На тот момент Тиберий сделал все, что мог. Оставалось ждать развития событий в Риме и затем действовать по ситуации. Несколько месяцев он готовил этот упреждающий удар коварному врагу, просчитал десятки вариантов, продумал сотни деталей операции. Теперь у него были все основания верить в успех, но именно сейчас его охватил страх, страх безудержный и всеобъемлющий. Прежде необходимость борьбы и жажда победы не позволяли ему предаваться панике, его полностью поглощали дела, но вот наступила пауза, и в образовавшейся пустоте четко обрисовались контуры чудовищной угрозы. Его власть, жизнь, доброе имя, судьба близких и участь самого государства оказались под вопросом. А мысль о холодном предательстве того, кого он считал лучшим другом, отравляла сознание ядом презрения к людям. Тиберий чувствовал себя заложником судьбы. Ужас такого состояния заключался в подчиненности чужой воле, прихоти случая. Каково было ему, правителю величайшего государства, ощущать себя рабом обстоятельств!

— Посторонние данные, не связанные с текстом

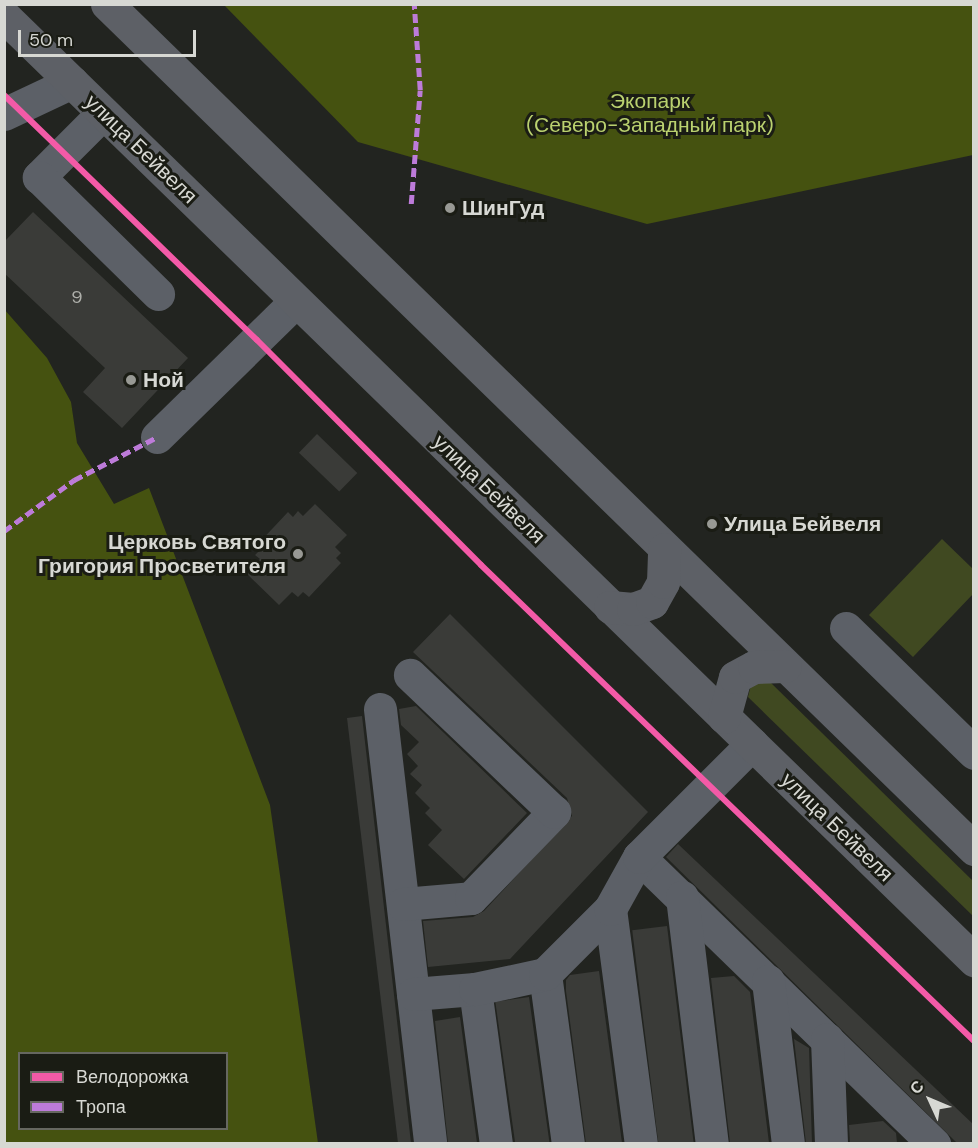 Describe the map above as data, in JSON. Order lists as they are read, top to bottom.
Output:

Он разработал грандиозную интригу, создал тончайшую сеть для безболезненного в масштабах страны, стерильного подавления заговора, включил в свою схему сотни людей, а косвенно задействовал миллионы. Но достаточно было лопнуть одной нити, распасться одному звену в цепи спланированных событий, чтобы над миром грянула война, сметающая все на своем пути. Стоит только кому-то из доверенных лиц принцепса проявить неосторожность или совершить измену, и результаты всех трудов окажутся перечеркнутыми, над Римом восторжествует предательство!
Какая отвратительная и унизительная смерть тогда постигнет Тиберия, каким позором завершится его правление, какие проклятья потомки обрушат на его имя!
Конечно, план Тиберия был гибок и предусматривал возможность отдельных осечек, но паутина его замысла имела и ключевые узлы, определяющие исход всего дела. Эти узловые роли он поручил самым верным людям, но разве можно было на кого-то полагаться после измены того, кто более десяти лет казался образцом верности? Именно сейчас у Тиберия возникли мучительные сомнения в надежности некоторых лиц, получивших ответственные задания. Как просто им было сломать всю игру! Еще вчера разработанный план казался Тиберию вершиной мастерства политической интриги, а сегодня он обнаружил в нем чудовищные бреши. И уже ничего нельзя изменить, время бесстрастно отсчитывает мгновенья до вынесения приговора!
Он вскакивал с места, торопливо ковылял старческой походкой на самую высокую скалу и до боли в глазах всматривался в утес на италийском берегу в надежде первым заметить сигнал оптического телеграфа, который должен был предсказать его судьбу и заодно судьбу всего мира. Там Тиберий проводил много часов в лихорадочной суете, терзаемый сознанием невозможности что-либо предпринять. А слуги и придворные вельможи потешались над стариком, в его возрасте способным еще чего-то бояться. Кто-то из них был осведомлен о происходящем, кто-то догадывался, но абсолютно никто не знал, чего именно боялся Тиберий.
А в это время Рим охватила паника, возникшая сразу после сенатского заседания, на котором было прочитано письмо принцепса. Особенно страдали сенаторы и богачи-вольноотпущенники. Сегодня их более всего ужасало то, что еще совсем недавно являлось самым желанным, и они метались по городу, рылись в своих закромах, уничтожая свидетельства благорасположения к ним Сеяна. А ведь эти свидетельства достались им немалой ценой. Кто-то заплатил половиной состояния, другие — предательством друзей и близких, а третьи продали префекту самих себя. Они так старались угодить Сеяну, так стремились услужить ему, а он вдруг оказался негодяем, хуже того, неудачником! Теперь эти обманутые чистые души возмущались его злодейством и истерично уверяли друг дружку в неколебимой верности принцепсу.
Едва только в Курии консул Регул начал читать послание далекого правителя, Сеян заподозрил неладное. Он встал с сенаторской скамьи, уверенно прошел мимо удивленных коллег к выходу, но, выглянув наружу, встретился взглядом с Макроном, окружившим здание храма Аполлона, где проходило собрание, когортами городской стражи. Тогда Сеян все понял и, сохраняя внешнее спокойствие, вернулся на прежнее место.